There is no statement of facts in the record. The facts found by the trial court and his conclusions of law are as follows:

"1. The court finds that the allegations of cruel treatment of the plaintiff (as set out in the petition of the plaintiff) by the defendant have been sustained by the evidence. That the defendant has struck, choked, and assaulted the plaintiff, as claimed in the petition, and has cursed and abused her, and that the nature of said treatment is such as to imperil the health and safety of plaintiff.

"2. The court finds that the parties have one child about five years old, a girl, and that plaintiff is in every way qualified and able to support and care for said child.

"3. On the day ___, 1897, the intervener, Mariah Earthman, made a verbal gift of the lot of land known as the Mariah Earthman lot to the plaintiff and defendant. The donees went into immediate possession of said land at the request of said Mariah Earthman, and upon the faith of said gift made permanent and valuable improvements upon said land, many times exceeding its value, with knowledge and approval of said Mariah Earthman.

"4. The house and lot known as the Ferrill place was bought by defendant before his marriage and is his separate property.

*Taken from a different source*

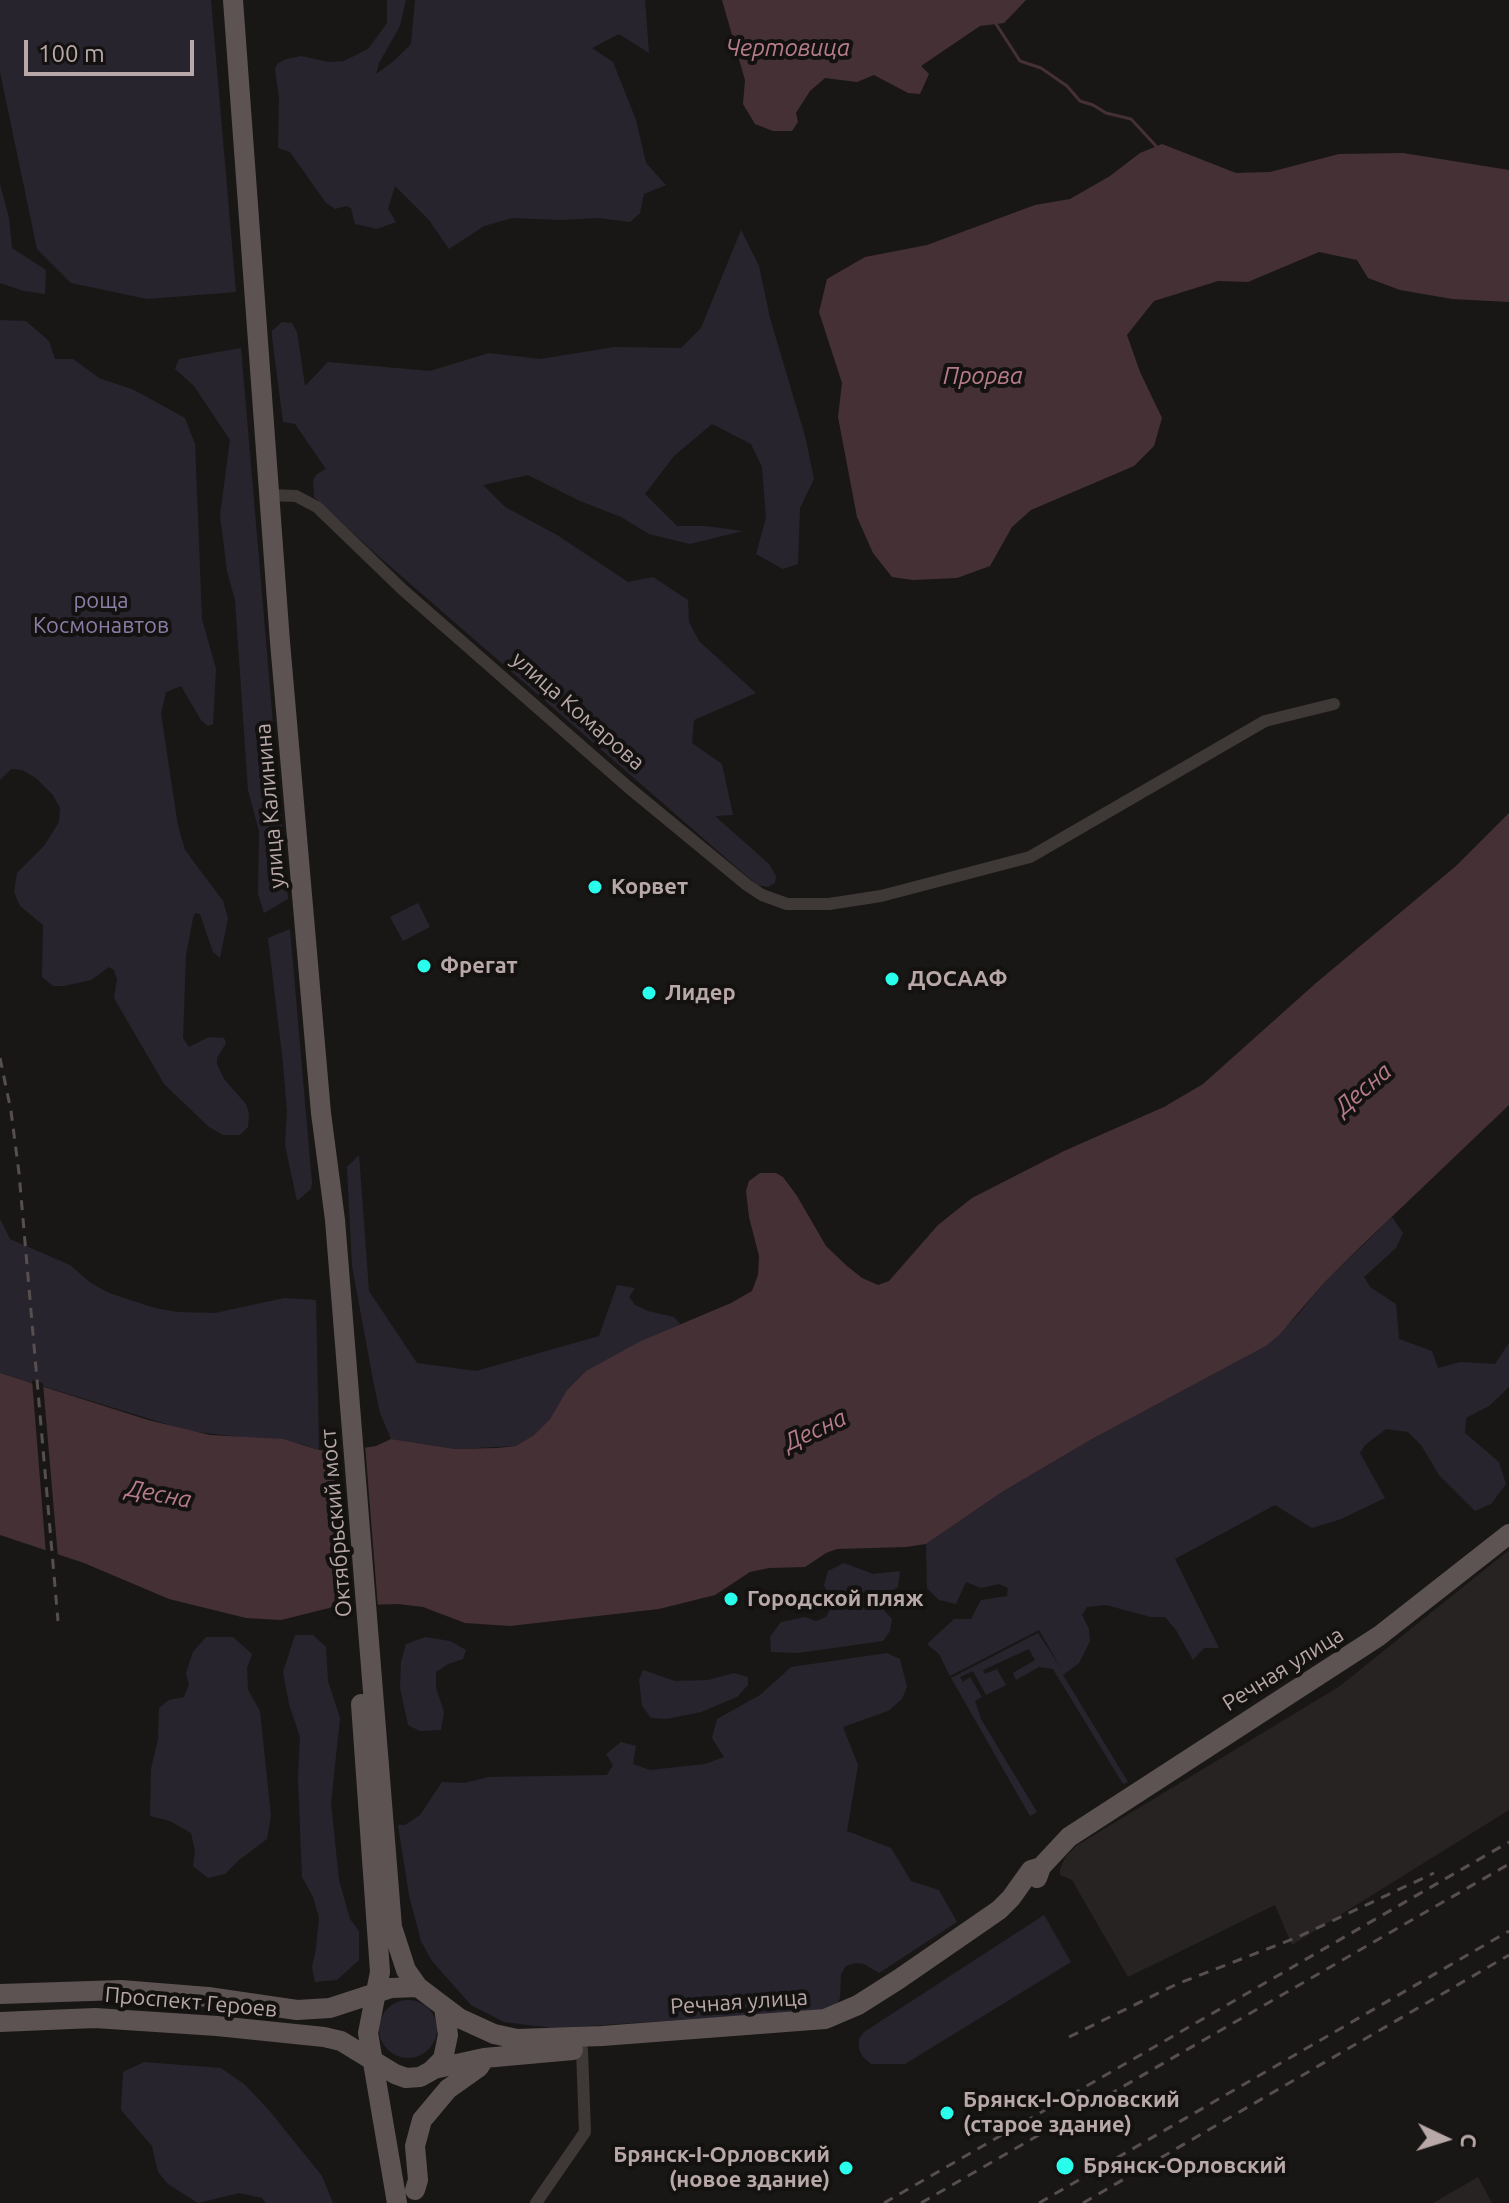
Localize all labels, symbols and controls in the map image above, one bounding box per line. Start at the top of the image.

"5. All the balance of the property except the Ferrill place is community property.

"6. The defendant is a vigorous, stout young man, of good earning capacity. He gets a salary of about $50 per month, and owns in his separate right the house and lot known as the Ferrill place, which is almost equal in value to the whole of the community property. The plaintiff's means of support for herself and child is the evocation of school teacher.

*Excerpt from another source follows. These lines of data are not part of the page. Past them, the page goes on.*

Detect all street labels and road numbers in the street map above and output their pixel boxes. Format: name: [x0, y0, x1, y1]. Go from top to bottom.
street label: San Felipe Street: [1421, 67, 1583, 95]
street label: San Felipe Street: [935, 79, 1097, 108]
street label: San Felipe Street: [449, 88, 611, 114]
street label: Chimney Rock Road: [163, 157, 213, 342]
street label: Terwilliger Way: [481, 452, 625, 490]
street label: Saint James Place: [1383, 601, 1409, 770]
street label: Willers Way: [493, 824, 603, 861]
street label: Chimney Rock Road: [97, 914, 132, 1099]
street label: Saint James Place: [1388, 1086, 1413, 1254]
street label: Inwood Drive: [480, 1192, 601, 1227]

"7. The plaintiff before and after the marriage loaned the defendant $98.

"8. The Mariah Earthman lot is worth about $6000. The Ferril lot about $550. The personal property about $150.

"Conclusions of Law. — 1. The treatment of plaintiff by defendant is of sufficient nature to authorize and require the court to grant her a divorce.

"2. The title of the Mariah Earthman lot passed by her parol gift.

"3. The custody of the child should be awarded to the plaintiff, but the defendant should be permitted to visit at all reasonable times.

"4. The defendant is entitled to recover the Ferrill place, it being his separate property.

"5. The plaintiff should have judgment against defendant for $95.

"6. The court should in the exercise of its equitable powers give all the community property, both real and personal, to the plaintiff, it being necessary to provide her a home and something wherewith to furnish it. Therefore judgment is directed to be entered in accordance with these findings and conclusions."

The assignment assailing the judgment for divorce do not require *Page 538 extended notice. They are of such a nature as necessarily to be without merit in the absence of a statement of facts.

The second assignment, under which the part of the judgment in favor of plaintiff for the sum of $95 is assailed, must be sustained. There is no allegation of a liability of that nature and nothing in the pleadings to support that feature of the judgment. Bohan v. Bohan, 56 S.W. Rep., 959.

Under the third assignment the defendant complains of the judgment awarding to plaintiff all the community property both real and personal. We think this assignment should also be sustained. Article 2980 of the Revised Statutes provides: "The court pronouncing the decree of divorce from the bonds of matrimony shall also decree and order a division of the estate of the parties in such a way as to the court shall seem just and right, having due regard to the rights of each party and their children, if any; provided, however, that nothing herein contained shall be construed to compel either party to divest himself or herself of the title to real estate."

The judgment of the court in the respect complained of clearly contravenes the provisions of the article quoted, for the judgment specifically divests the defendant of his entire interest in the community real estate and vests the entire title thereto in the plaintiff. The effect of the limitation on the power of the court in divorce proceedings to divest title to real estate and the power conferred to equitably divide the estate of the parties has not been distinctly settled by the decisions, and we find them in some conflict and confusion.

In Rice v. Rice, 21 Tex. 68, it is said the discretion vested in the courts with reference to the division of the estate is broad and ample. In that case the income of the entire estate was adjudged to the wife for the support of herself and children.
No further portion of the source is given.